Колчак протянул портсигар — и грязные, в болячках, неловкие пальцы, натыкаясь друг на дружку, полезли за «паперёсами».

— Из благородных — сразу видать, — усмехнулся партизан. — А то прыгай! — приотворил дохнувшую снегом дверь. — Прыгай!

— Нам только один и нужен, — прогудел простуженным голосом блондин, — ихний главный кровосос.

— Колчак?

— Он самый.

— А это я и есть! — выговорил твердо.
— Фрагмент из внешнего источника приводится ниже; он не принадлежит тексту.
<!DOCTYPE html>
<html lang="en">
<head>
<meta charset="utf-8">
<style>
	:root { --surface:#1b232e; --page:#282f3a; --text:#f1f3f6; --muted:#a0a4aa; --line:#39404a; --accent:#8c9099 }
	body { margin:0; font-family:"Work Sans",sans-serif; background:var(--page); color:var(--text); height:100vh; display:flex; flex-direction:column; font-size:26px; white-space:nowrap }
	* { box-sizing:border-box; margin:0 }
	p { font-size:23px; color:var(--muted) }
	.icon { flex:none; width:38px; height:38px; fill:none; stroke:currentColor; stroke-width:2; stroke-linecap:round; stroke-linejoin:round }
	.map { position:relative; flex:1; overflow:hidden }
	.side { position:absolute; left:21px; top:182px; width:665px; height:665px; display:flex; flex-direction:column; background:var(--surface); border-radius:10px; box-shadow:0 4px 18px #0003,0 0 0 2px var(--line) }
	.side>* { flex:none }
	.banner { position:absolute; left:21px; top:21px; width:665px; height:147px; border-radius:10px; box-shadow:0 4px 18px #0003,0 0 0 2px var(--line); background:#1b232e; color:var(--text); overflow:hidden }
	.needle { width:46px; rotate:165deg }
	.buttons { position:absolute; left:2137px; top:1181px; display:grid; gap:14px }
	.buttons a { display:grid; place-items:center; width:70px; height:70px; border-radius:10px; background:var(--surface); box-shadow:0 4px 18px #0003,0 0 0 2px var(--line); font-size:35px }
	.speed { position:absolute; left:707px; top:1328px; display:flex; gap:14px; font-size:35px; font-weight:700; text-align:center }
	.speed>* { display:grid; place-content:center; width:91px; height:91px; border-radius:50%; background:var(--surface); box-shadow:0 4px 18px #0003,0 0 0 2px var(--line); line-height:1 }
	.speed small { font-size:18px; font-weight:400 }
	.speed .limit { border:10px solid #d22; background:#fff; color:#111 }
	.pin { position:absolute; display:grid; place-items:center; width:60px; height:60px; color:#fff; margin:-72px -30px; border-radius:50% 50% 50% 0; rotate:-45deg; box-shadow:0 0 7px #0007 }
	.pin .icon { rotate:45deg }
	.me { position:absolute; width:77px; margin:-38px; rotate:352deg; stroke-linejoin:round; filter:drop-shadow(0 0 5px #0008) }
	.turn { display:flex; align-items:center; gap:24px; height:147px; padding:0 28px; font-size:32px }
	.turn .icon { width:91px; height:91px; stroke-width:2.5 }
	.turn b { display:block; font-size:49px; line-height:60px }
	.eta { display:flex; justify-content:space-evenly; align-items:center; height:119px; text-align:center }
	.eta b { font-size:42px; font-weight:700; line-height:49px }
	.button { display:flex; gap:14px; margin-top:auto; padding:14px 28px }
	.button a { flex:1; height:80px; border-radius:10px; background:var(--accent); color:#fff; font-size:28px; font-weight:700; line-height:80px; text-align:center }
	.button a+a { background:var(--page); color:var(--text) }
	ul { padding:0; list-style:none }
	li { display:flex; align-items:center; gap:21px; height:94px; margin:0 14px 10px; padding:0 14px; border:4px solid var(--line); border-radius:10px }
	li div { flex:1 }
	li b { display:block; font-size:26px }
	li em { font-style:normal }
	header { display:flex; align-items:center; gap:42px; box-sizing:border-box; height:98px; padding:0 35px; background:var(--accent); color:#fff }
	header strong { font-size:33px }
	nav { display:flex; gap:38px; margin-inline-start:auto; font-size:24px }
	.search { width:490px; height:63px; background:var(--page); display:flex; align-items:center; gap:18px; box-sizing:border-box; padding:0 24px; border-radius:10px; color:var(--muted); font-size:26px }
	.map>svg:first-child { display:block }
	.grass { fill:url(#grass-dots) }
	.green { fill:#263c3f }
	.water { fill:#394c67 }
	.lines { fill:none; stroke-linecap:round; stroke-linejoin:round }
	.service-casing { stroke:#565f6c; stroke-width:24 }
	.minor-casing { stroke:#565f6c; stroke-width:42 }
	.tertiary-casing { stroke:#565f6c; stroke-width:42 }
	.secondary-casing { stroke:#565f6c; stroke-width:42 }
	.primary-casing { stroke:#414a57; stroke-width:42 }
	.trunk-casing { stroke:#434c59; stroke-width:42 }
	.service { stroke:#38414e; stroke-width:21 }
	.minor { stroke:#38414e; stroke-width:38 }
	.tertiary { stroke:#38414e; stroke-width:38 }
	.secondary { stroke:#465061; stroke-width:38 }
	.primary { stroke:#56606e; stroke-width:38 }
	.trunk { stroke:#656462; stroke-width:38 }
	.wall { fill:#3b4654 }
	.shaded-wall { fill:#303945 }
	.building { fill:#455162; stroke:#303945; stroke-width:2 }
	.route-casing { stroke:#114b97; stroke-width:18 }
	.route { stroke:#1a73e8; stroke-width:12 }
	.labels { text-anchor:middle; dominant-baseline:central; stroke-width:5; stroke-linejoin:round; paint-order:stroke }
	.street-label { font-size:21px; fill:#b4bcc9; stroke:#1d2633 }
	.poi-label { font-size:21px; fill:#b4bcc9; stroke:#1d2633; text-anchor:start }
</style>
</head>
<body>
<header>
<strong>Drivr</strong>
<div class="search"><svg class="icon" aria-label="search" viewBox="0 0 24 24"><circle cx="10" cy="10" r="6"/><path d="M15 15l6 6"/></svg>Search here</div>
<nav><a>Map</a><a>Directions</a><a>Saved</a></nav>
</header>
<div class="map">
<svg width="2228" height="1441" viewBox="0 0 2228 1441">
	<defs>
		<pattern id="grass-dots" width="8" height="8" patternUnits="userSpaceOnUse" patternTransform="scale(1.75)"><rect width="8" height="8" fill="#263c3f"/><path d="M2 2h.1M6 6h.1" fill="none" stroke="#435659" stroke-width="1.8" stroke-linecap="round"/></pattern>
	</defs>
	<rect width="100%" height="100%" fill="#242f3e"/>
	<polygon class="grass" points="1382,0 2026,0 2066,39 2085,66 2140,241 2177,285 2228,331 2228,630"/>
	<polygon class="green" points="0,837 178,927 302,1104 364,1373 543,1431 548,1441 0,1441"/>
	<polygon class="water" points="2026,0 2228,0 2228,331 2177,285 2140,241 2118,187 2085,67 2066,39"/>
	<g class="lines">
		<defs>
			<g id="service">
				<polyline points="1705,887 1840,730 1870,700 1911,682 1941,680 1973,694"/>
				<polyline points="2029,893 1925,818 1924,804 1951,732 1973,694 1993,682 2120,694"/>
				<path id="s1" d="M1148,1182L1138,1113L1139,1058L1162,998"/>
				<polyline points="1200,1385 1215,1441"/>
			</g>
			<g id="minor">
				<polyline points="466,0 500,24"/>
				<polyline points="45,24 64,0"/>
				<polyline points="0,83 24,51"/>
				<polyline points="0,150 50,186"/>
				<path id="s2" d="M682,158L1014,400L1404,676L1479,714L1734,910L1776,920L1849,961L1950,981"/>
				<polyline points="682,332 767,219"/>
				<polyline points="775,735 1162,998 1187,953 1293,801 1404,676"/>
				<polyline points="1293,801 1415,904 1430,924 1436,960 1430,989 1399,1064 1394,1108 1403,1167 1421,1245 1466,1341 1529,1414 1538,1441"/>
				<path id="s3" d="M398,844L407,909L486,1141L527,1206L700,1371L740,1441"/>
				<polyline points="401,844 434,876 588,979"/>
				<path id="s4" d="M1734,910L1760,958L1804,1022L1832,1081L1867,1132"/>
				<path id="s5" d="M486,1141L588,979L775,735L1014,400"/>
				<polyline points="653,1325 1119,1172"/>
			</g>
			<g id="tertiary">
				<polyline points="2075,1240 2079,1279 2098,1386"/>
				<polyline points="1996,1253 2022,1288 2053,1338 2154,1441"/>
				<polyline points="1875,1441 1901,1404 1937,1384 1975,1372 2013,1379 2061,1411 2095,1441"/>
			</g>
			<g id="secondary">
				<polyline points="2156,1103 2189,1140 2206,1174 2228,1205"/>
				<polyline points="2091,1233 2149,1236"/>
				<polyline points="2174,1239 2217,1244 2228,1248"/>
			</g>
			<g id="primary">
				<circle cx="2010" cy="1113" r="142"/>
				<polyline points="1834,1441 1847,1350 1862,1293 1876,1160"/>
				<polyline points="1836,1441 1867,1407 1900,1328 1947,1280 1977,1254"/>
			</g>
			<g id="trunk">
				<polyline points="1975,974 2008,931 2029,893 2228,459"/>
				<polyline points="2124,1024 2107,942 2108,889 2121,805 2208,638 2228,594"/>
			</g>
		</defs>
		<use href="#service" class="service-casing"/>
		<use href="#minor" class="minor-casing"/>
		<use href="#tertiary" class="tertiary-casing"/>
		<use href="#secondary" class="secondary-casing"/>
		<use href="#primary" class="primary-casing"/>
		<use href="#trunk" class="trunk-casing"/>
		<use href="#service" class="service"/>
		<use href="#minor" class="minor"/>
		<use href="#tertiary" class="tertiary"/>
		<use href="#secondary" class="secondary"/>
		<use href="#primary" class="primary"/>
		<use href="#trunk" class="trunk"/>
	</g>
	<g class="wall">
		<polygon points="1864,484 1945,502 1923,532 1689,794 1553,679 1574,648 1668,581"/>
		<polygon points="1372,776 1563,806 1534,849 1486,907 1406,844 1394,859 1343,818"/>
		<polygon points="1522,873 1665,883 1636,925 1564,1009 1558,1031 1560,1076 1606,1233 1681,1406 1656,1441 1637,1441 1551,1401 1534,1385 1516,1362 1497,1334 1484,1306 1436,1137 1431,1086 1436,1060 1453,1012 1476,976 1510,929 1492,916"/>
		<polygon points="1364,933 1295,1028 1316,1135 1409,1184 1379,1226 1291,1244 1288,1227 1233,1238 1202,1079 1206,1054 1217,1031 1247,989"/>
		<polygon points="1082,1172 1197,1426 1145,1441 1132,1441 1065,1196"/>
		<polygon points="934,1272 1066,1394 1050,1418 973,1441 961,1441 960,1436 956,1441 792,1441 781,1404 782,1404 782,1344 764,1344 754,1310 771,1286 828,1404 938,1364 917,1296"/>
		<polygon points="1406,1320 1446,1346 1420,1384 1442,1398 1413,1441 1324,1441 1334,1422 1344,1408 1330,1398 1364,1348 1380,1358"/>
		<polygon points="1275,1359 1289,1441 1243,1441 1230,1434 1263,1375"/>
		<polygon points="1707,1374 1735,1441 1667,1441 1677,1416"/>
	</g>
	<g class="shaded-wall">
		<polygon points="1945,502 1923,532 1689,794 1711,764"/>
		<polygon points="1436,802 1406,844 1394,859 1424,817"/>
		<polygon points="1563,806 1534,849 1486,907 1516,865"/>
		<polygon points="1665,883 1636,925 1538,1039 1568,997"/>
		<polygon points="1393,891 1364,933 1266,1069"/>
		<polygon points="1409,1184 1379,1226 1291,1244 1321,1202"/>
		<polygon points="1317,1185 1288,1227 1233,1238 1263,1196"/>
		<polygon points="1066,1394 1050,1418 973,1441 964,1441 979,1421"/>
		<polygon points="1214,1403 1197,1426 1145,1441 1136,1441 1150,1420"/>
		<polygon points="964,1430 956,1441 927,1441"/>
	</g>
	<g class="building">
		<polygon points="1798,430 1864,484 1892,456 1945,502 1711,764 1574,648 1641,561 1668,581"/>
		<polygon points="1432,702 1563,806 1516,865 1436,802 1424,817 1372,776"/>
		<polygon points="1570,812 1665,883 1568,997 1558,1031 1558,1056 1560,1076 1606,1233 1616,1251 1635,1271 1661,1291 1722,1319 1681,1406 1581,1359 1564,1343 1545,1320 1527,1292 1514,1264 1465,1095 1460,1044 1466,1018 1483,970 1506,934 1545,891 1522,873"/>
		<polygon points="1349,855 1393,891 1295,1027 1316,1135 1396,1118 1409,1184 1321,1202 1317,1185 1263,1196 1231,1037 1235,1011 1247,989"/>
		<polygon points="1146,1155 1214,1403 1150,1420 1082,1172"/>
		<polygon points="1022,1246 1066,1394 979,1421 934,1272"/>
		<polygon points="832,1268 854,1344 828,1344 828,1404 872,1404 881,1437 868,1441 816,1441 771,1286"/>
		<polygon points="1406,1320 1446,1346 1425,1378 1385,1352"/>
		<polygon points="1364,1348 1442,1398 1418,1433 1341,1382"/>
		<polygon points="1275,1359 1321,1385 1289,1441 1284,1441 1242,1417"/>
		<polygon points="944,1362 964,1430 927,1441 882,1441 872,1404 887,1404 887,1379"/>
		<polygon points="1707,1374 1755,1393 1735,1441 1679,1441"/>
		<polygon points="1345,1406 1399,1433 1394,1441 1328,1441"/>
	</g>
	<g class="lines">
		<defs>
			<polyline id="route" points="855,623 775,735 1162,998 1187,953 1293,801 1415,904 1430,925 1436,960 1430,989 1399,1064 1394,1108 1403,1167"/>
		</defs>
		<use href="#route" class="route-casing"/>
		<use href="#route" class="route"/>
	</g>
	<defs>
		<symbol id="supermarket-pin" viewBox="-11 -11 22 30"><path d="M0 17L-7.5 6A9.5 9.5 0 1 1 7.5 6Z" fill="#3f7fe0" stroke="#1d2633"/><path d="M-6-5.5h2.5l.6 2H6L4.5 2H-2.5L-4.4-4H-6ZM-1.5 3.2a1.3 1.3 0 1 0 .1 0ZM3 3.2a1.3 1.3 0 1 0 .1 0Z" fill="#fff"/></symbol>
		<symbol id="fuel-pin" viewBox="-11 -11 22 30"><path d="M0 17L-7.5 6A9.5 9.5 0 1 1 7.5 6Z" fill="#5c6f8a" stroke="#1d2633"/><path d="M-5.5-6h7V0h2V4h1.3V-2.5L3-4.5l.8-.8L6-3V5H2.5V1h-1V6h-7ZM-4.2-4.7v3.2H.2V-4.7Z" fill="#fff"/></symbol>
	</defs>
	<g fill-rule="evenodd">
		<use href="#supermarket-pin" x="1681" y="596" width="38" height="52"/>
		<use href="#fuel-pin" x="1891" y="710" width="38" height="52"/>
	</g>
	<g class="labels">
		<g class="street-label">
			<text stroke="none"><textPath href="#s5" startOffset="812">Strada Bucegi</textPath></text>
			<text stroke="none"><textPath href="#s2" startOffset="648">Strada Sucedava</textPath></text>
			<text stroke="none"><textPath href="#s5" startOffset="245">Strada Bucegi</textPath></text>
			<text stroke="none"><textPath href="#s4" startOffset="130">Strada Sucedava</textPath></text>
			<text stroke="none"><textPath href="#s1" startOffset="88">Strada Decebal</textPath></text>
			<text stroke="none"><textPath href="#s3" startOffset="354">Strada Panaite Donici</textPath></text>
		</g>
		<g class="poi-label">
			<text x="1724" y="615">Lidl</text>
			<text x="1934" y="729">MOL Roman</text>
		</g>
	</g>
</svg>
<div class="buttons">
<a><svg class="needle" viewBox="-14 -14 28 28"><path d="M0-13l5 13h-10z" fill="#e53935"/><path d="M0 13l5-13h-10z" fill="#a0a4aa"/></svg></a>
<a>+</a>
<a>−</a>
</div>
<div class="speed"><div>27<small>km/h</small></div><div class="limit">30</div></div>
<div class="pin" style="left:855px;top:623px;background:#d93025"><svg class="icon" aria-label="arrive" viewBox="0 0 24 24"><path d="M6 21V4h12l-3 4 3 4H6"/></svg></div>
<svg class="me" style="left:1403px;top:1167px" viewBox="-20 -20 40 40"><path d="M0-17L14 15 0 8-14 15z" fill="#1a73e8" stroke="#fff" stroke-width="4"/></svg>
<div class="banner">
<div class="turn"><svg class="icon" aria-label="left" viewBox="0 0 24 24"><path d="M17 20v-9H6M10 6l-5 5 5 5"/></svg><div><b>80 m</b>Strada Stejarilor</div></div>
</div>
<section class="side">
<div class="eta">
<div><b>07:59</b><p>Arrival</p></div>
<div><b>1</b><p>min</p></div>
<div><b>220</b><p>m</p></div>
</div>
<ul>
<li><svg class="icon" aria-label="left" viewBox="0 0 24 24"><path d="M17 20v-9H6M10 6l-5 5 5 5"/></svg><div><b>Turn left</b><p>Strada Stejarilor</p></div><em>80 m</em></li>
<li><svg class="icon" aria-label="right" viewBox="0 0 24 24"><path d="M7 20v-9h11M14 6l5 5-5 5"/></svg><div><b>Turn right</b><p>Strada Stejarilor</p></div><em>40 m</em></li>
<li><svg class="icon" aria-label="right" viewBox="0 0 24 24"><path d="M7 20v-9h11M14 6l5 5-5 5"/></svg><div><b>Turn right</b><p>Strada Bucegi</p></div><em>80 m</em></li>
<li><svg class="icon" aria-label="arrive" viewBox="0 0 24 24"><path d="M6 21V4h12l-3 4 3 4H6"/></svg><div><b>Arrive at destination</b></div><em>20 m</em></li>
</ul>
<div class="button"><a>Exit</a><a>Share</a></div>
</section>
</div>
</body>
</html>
Партизаны взглянули — и не поверили.

— Тот, наверно, в собольих шубах ходит. — Но все ж насторожились и прыгать с вяло бегущего вагона уж не предлагали.

— Колчак где-нибудь под лавкой, в бабьем салопе дрожит! — засмеялся молоденький. Коротко хохотнули. На старика в яловых сапогах и солдатской шинели будто и внимания не обращали. Докурили папиросы до самых мундштуков. Принялись обильно плеваться. Колчак вернулся в купе. Теперь он знал: сдадут!

Когда он вернулся, чуткая Анна поняла, что что-то нехорошо переменилось. Потекла судьба по ведущему в подземный омут руслу. Будто дверь к солнцу и ясному дню захлопнулась. Сумрачно стало на душе. «И тяжкой плитою могильной слепые давят небеса». Зябко поежилась, угнездилась под бок Колчака.

— У вас была такая меховая лента…

— Боа, — кивнула, — да вот, не помешала бы.

В соседнем купе хохотали офицеры и, если прислушаться, можно различить обрывки анекдотов. Все то же, про рядового Петрова.

Вышла старушка вылить на помойку ведро. Пока присматривалась, прислушивалась к деревенским новостям, помои подтекли под валенки — примерзла старушка. Рядовой Петров тут как тут! Согнул бабушку и…поступил с нею опрометчиво. Народ возмутился: какой конфуз! Судить надо этого мерзавца! А Петров им: «Это вас судить надо! Старушку еще… можно, а вы ее на помойку выбросили!» — и опять здоровый, полнокровный хохот.

Да. Умирают все по одиночке.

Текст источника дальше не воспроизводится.